What you are asked to do:
How many lines in the material below include the string "relative"? Only the number should be given.

Data under study:

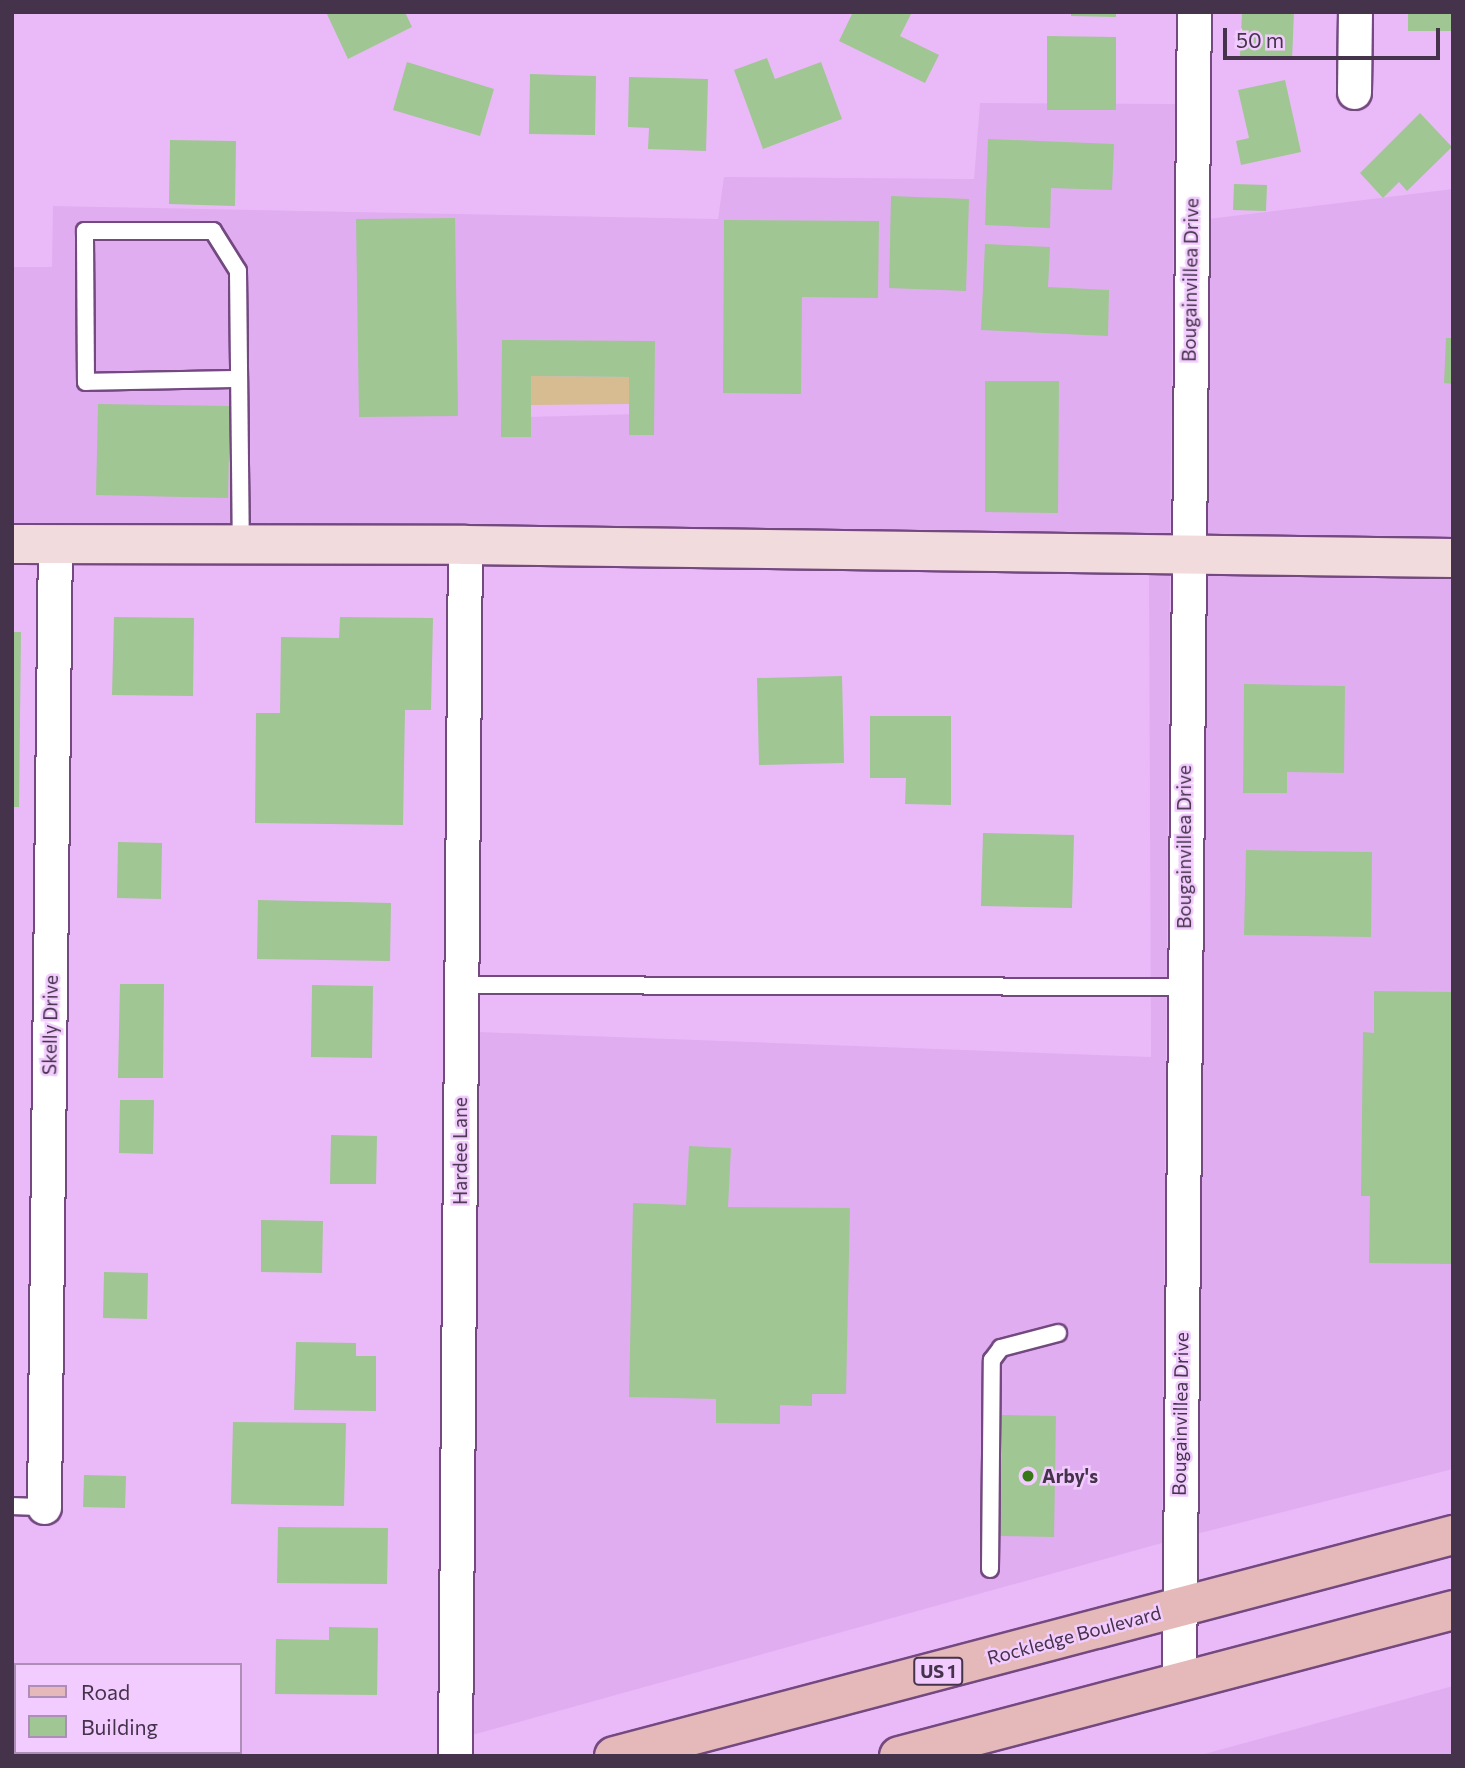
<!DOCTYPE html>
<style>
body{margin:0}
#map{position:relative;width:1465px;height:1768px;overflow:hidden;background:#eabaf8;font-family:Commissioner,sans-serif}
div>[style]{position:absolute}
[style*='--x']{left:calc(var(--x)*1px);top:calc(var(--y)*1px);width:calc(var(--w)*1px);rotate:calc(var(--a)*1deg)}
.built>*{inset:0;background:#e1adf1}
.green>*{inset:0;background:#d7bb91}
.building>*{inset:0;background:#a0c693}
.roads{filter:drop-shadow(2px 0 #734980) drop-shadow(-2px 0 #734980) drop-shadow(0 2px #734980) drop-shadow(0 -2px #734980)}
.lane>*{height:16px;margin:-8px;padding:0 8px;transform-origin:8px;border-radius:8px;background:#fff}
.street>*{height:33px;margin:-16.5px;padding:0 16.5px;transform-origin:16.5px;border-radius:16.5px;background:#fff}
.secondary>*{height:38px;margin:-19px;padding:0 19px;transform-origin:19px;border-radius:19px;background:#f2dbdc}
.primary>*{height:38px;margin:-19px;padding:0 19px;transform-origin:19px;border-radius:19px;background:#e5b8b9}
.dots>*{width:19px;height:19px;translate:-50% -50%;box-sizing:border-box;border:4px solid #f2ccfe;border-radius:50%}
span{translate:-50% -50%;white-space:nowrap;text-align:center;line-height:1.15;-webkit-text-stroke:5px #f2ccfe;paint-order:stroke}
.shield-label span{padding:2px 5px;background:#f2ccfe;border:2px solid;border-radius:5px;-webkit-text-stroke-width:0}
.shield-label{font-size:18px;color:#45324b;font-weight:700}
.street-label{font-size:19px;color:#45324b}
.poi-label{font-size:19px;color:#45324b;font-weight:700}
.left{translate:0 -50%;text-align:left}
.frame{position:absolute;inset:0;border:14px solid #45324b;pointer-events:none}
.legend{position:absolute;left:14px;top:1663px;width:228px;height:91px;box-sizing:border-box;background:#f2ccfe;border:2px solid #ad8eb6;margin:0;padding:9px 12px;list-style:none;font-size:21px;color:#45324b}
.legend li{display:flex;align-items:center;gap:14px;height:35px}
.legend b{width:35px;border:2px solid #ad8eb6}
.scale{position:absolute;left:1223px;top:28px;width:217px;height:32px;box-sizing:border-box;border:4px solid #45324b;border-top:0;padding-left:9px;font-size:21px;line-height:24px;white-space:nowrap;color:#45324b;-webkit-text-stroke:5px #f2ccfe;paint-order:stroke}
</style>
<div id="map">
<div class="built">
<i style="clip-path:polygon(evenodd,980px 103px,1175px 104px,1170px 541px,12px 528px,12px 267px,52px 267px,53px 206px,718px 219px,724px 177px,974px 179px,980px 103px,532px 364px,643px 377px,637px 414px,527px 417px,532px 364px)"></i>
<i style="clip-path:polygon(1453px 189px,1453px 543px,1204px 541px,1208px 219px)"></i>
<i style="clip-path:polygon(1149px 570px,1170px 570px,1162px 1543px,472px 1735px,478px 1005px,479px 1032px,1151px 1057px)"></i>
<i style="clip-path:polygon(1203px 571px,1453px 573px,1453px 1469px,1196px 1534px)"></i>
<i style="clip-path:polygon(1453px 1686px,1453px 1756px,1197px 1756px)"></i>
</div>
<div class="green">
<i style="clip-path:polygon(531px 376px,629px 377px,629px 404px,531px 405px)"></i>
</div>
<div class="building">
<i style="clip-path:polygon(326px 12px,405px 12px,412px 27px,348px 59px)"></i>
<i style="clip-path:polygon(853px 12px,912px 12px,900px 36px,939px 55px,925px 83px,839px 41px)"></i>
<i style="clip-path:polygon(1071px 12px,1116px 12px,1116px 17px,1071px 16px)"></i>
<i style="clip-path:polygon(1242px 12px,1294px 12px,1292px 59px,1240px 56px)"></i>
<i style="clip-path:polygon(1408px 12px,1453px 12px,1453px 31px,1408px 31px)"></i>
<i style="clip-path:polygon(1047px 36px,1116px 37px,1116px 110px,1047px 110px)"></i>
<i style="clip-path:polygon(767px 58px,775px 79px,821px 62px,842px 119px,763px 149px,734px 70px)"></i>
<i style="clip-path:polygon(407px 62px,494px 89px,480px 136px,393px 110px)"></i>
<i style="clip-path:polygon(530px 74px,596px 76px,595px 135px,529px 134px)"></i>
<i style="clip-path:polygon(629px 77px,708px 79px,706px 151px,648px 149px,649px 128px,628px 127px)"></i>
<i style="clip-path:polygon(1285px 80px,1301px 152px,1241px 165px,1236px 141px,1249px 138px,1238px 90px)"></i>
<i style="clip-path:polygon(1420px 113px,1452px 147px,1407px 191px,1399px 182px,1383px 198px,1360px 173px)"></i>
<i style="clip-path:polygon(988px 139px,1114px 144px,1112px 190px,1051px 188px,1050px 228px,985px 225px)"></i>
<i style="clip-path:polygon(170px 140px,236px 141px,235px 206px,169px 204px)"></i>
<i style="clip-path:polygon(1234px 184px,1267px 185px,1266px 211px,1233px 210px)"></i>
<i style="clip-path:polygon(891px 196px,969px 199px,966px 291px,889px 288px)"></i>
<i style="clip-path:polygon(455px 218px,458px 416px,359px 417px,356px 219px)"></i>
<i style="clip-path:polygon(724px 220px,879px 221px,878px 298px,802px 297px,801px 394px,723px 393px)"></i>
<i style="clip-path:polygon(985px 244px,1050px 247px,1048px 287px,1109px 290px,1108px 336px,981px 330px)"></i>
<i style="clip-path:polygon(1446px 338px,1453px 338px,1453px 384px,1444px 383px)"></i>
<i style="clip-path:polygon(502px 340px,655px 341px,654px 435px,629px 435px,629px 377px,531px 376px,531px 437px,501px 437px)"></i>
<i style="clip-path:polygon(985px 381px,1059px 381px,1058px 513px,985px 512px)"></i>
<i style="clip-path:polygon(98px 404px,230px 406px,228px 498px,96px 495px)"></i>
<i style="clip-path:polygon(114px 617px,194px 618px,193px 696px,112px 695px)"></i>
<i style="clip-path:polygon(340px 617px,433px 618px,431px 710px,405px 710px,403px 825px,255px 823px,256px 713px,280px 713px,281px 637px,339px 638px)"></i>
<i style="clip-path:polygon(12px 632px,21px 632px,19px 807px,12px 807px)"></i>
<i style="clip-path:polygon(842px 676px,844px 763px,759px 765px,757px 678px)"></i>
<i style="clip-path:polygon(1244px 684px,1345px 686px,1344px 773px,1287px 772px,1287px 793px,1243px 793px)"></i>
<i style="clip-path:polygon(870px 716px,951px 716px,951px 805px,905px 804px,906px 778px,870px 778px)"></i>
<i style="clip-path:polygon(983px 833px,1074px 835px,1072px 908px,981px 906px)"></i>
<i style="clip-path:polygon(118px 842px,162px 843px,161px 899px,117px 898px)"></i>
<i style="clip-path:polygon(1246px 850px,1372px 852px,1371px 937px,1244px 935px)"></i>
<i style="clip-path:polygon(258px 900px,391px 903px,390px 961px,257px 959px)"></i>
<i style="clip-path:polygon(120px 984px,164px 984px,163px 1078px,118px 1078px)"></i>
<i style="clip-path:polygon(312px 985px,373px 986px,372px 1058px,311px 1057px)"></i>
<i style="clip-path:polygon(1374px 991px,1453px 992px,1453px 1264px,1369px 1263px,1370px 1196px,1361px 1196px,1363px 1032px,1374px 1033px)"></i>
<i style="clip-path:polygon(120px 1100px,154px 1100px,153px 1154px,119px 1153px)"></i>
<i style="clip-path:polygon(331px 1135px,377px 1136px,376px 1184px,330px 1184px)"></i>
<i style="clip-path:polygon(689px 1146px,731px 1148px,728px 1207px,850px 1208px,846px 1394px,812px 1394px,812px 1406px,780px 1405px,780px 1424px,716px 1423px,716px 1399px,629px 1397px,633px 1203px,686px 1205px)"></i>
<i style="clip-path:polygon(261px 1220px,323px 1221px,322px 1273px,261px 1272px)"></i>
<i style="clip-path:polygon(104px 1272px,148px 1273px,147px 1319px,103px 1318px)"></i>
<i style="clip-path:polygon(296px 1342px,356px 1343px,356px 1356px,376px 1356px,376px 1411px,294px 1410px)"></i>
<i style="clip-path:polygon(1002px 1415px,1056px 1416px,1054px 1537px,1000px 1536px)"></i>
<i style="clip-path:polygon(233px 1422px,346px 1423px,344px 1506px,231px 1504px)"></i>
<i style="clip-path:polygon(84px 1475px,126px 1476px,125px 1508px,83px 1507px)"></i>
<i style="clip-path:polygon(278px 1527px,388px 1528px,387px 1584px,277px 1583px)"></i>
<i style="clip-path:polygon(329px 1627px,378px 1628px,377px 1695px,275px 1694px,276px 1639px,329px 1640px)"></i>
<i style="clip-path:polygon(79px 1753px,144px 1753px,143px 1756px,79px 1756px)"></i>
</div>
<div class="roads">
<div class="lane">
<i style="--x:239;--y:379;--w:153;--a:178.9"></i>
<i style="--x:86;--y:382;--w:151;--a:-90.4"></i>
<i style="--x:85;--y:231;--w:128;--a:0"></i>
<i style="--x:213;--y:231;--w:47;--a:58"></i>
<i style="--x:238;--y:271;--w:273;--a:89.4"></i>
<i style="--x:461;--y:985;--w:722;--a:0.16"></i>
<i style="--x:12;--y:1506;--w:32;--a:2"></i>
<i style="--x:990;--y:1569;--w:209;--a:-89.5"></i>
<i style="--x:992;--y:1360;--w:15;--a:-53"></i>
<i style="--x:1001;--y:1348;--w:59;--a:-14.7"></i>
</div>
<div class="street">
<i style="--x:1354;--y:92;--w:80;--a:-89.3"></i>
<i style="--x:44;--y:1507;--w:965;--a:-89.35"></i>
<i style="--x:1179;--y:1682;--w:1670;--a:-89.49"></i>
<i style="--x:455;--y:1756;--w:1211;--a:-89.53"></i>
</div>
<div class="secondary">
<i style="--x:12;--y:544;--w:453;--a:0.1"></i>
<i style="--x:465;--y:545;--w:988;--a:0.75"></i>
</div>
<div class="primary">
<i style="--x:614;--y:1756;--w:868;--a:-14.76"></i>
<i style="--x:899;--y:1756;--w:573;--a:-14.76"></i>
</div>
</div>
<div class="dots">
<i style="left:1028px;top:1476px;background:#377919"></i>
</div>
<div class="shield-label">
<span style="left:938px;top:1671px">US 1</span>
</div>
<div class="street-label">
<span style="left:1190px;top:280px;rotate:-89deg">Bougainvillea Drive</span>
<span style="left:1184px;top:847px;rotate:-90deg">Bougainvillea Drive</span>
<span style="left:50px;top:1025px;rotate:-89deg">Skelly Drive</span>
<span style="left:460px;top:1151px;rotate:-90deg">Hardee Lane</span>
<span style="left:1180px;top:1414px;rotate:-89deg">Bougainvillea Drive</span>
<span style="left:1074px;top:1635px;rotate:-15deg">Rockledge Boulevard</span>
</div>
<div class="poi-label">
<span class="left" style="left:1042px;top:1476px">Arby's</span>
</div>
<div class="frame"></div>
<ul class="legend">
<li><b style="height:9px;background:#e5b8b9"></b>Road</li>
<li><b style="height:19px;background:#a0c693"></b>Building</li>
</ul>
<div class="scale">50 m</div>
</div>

---

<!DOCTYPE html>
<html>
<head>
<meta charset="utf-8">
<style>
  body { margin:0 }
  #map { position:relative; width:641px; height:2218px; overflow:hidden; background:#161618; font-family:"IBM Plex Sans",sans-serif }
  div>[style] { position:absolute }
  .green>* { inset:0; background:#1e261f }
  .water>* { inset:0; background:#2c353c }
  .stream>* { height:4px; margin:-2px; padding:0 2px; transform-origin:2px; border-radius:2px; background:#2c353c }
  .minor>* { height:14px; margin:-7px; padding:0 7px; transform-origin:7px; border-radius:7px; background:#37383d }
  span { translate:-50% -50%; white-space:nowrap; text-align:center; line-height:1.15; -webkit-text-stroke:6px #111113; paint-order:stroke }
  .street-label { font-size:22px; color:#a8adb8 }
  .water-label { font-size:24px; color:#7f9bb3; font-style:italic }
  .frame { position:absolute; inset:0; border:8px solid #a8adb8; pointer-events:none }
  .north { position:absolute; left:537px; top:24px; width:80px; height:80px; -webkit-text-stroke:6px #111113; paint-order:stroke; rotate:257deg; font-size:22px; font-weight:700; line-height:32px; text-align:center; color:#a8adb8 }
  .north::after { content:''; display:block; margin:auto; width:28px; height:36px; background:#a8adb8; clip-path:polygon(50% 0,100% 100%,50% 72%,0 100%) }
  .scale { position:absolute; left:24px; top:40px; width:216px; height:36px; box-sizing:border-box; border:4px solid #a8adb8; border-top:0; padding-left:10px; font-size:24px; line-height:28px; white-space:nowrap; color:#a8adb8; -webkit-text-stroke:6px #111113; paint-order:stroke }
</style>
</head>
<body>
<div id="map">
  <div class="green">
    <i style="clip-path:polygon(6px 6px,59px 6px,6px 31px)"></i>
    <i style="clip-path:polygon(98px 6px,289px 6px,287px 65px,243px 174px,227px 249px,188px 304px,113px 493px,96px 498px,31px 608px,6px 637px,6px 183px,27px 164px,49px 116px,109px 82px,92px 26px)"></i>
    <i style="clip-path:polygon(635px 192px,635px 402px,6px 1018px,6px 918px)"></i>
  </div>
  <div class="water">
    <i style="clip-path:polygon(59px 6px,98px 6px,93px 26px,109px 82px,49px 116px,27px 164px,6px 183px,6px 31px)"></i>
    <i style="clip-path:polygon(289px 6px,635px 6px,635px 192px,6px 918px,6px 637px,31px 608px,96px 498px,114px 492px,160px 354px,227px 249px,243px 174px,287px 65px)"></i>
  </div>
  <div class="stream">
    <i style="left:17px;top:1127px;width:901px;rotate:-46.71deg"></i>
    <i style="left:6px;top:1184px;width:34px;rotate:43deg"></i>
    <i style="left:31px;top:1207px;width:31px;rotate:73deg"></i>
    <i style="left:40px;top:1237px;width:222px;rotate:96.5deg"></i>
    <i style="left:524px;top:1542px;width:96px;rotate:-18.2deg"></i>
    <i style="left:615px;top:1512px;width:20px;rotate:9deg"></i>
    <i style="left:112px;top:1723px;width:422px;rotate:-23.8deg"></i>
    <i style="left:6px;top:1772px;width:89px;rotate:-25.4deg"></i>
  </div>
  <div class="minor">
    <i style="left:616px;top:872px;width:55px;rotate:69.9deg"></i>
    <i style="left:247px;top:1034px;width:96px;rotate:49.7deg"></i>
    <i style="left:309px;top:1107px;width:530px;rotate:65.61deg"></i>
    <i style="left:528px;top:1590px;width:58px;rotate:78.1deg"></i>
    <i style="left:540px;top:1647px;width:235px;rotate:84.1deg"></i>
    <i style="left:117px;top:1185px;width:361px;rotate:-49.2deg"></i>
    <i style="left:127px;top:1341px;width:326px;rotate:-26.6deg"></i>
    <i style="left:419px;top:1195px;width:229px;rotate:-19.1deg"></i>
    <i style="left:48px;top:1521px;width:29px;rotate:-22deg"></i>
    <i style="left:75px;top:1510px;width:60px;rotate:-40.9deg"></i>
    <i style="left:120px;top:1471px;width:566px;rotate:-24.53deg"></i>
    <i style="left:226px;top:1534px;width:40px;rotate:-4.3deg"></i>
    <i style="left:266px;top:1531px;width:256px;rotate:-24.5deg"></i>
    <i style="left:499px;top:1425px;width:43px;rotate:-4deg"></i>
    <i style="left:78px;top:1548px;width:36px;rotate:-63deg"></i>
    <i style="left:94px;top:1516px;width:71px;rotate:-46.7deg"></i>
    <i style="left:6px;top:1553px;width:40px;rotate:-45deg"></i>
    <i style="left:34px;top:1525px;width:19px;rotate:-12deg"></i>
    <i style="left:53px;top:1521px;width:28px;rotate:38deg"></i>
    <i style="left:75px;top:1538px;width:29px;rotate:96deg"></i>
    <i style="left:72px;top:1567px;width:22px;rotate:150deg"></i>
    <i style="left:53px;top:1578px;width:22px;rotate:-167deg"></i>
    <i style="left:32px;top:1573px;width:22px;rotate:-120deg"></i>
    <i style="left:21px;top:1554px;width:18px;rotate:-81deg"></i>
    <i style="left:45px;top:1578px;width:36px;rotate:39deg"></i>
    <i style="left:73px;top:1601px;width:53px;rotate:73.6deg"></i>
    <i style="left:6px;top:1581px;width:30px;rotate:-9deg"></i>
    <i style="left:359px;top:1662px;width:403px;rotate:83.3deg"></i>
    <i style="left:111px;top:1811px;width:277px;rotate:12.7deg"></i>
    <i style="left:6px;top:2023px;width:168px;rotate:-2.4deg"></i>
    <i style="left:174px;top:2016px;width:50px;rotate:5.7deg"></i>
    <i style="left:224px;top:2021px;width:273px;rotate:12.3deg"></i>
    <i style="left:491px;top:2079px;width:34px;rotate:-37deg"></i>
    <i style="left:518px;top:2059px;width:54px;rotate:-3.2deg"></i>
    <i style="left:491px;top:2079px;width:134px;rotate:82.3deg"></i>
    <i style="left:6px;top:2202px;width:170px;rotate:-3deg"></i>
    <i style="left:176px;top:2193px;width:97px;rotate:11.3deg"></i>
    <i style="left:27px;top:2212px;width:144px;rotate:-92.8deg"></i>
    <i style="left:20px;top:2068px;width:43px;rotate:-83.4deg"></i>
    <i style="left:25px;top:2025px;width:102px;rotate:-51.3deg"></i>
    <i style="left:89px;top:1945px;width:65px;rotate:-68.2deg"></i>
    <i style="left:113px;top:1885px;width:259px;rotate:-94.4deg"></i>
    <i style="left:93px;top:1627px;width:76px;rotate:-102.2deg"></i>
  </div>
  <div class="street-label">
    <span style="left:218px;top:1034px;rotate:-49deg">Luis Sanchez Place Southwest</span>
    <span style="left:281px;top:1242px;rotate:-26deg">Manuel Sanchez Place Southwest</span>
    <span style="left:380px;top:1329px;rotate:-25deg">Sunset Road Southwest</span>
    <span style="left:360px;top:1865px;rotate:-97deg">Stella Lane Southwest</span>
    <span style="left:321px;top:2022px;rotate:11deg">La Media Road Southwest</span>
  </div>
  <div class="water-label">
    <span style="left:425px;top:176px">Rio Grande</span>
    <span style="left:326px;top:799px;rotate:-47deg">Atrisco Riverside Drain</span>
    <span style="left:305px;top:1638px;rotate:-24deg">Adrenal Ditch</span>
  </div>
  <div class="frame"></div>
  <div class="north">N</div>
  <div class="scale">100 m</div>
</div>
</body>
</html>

Response to this exercise:
2